• BRIEF: Each record below should be returned exactly, with its pictures left out.

• Stored data:
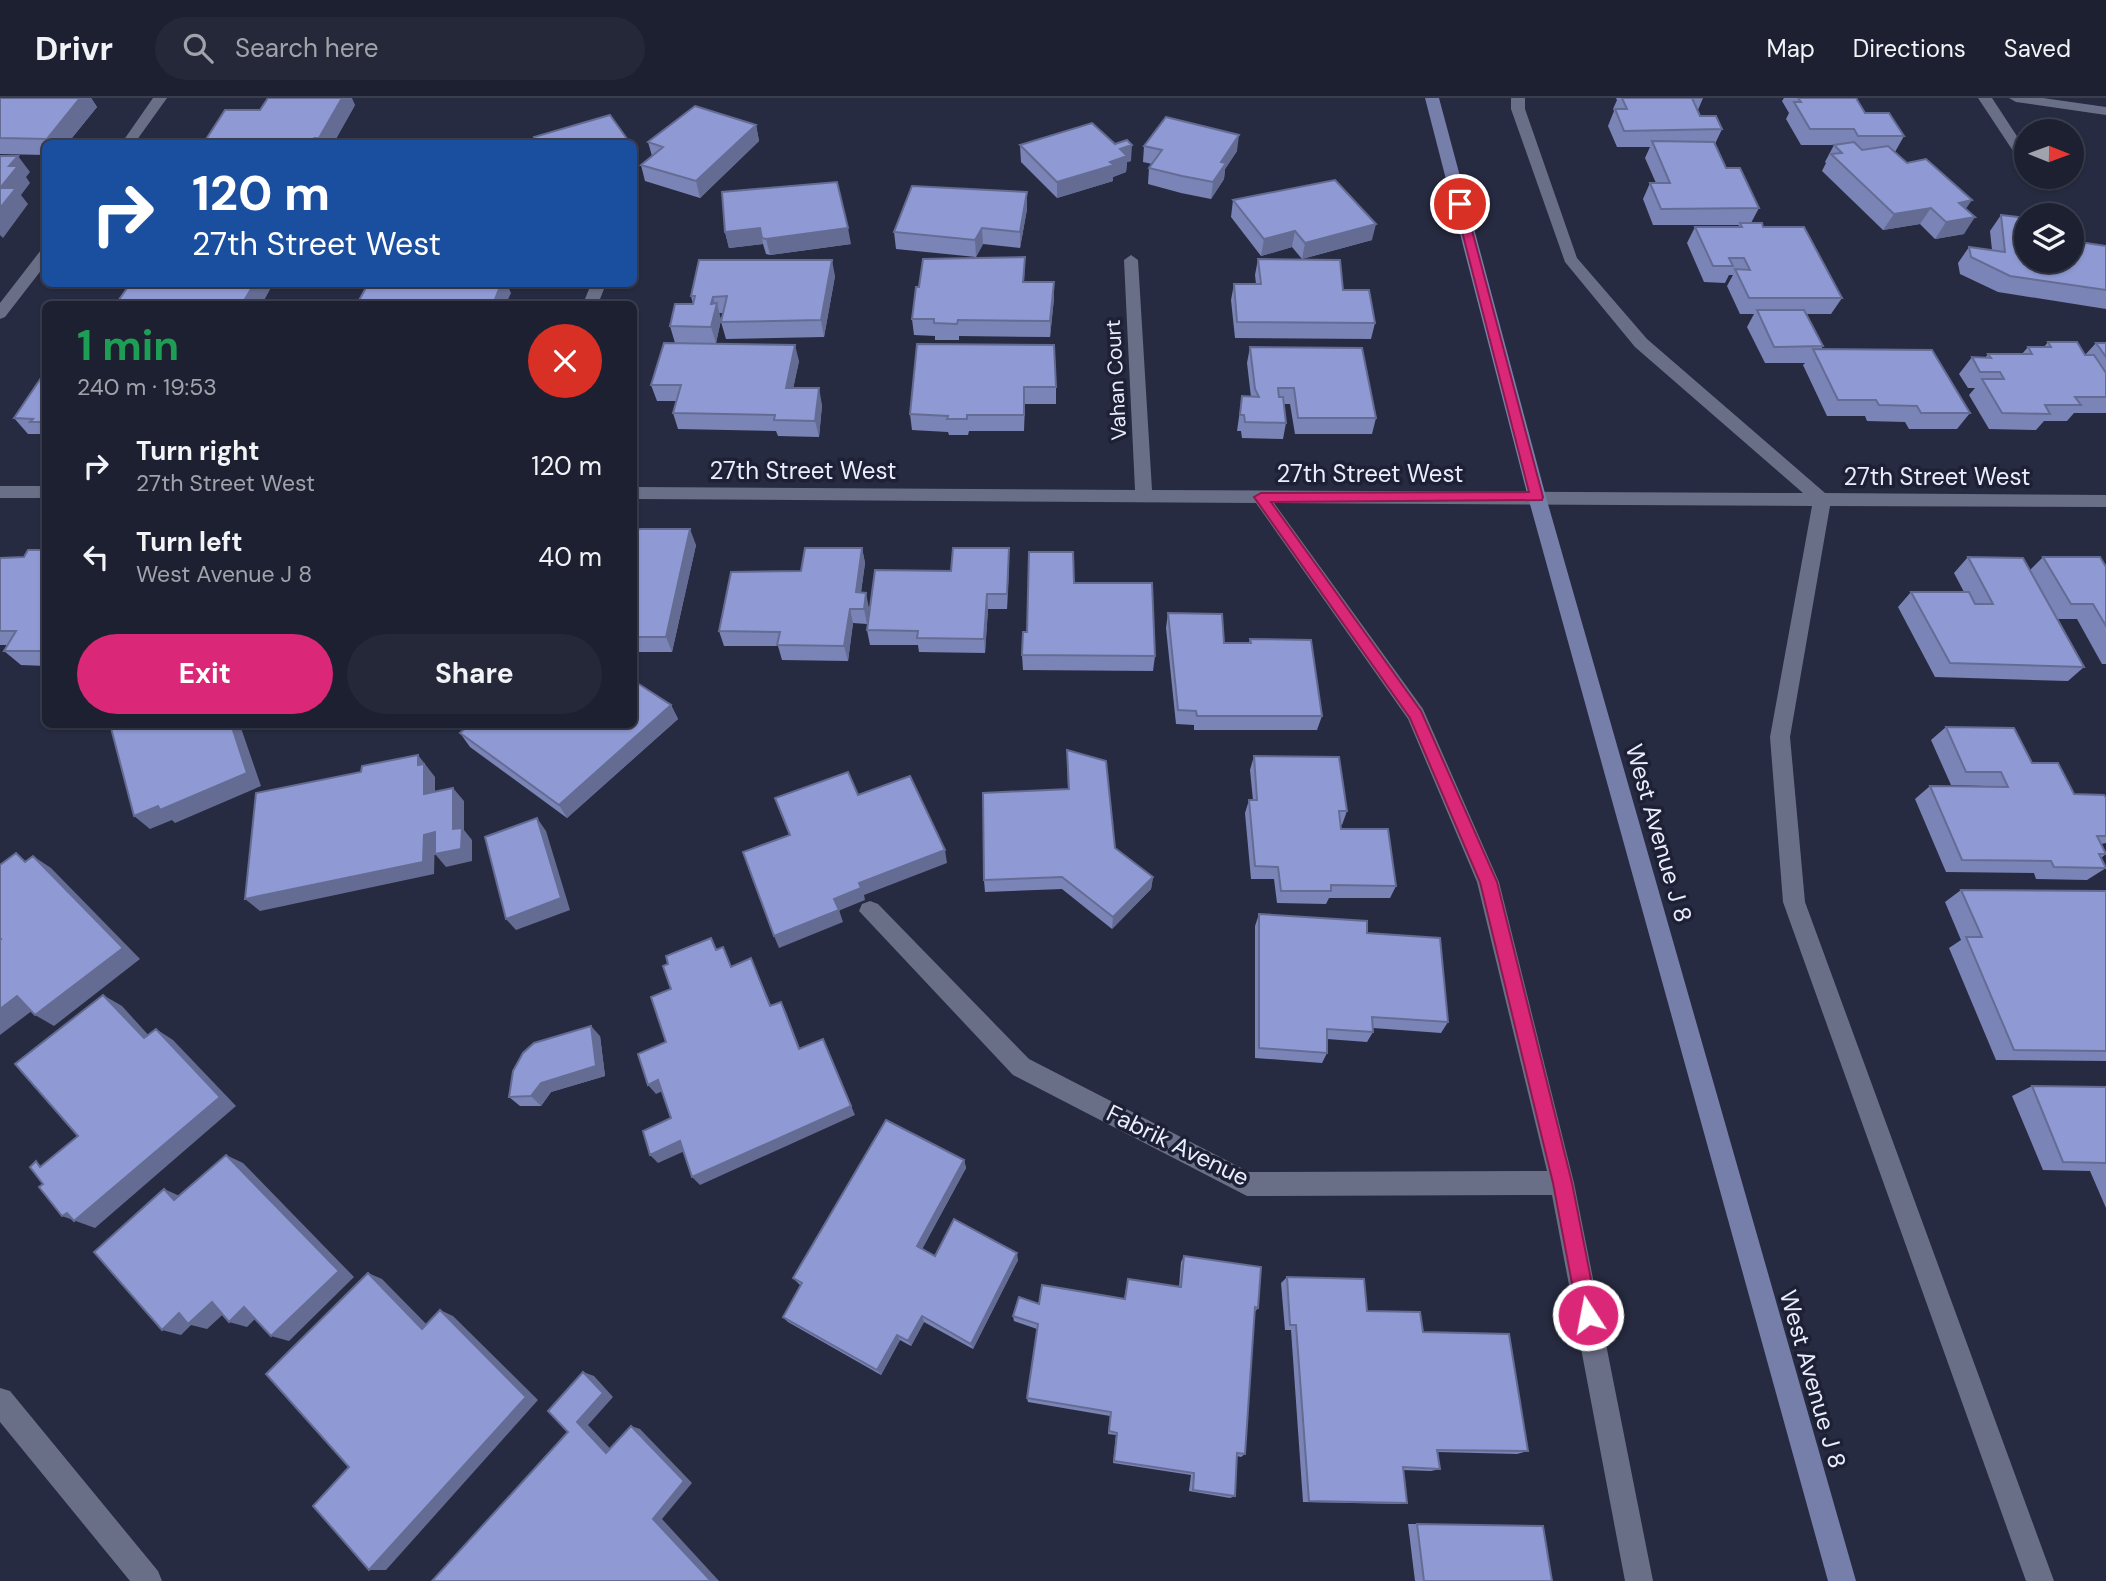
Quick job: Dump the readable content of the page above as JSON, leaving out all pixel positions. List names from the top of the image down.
{
  "streets": {
    "street": [
      "Vahan Court",
      "27th Street West",
      "West Avenue J 8",
      "Fabrik Avenue"
    ]
  },
  "crossings": [
    ["Vahan Court", "27th Street West"],
    ["27th Street West", "West Avenue J 8"]
  ],
  "north": "right",
  "page": {
    "header": "Drivr",
    "search": "Search here",
    "nav": ["Map", "Directions", "Saved"],
    "turn": ["120 m", "27th Street West"],
    "heading": ["1 min", "240 m · 19:53"],
    "list": [
      {
        "name": "Turn right",
        "note": "27th Street West",
        "value": "120 m"
      },
      {
        "name": "Turn left",
        "note": "West Avenue J 8",
        "value": "40 m"
      }
    ],
    "buttons": ["Exit", "Share"]
  }
}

• RESULT:
Quick job: Dump the readable content of the page above as JSON, leaving out all pixel positions. List names from the top of the image down.
{
  "streets": {
    "street": [
      "Vahan Court",
      "27th Street West",
      "West Avenue J 8",
      "Fabrik Avenue"
    ]
  },
  "crossings": [
    ["Vahan Court", "27th Street West"],
    ["27th Street West", "West Avenue J 8"]
  ],
  "north": "right",
  "page": {
    "header": "Drivr",
    "search": "Search here",
    "nav": ["Map", "Directions", "Saved"],
    "turn": ["120 m", "27th Street West"],
    "heading": ["1 min", "240 m · 19:53"],
    "list": [
      {
        "name": "Turn right",
        "note": "27th Street West",
        "value": "120 m"
      },
      {
        "name": "Turn left",
        "note": "West Avenue J 8",
        "value": "40 m"
      }
    ],
    "buttons": ["Exit", "Share"]
  }
}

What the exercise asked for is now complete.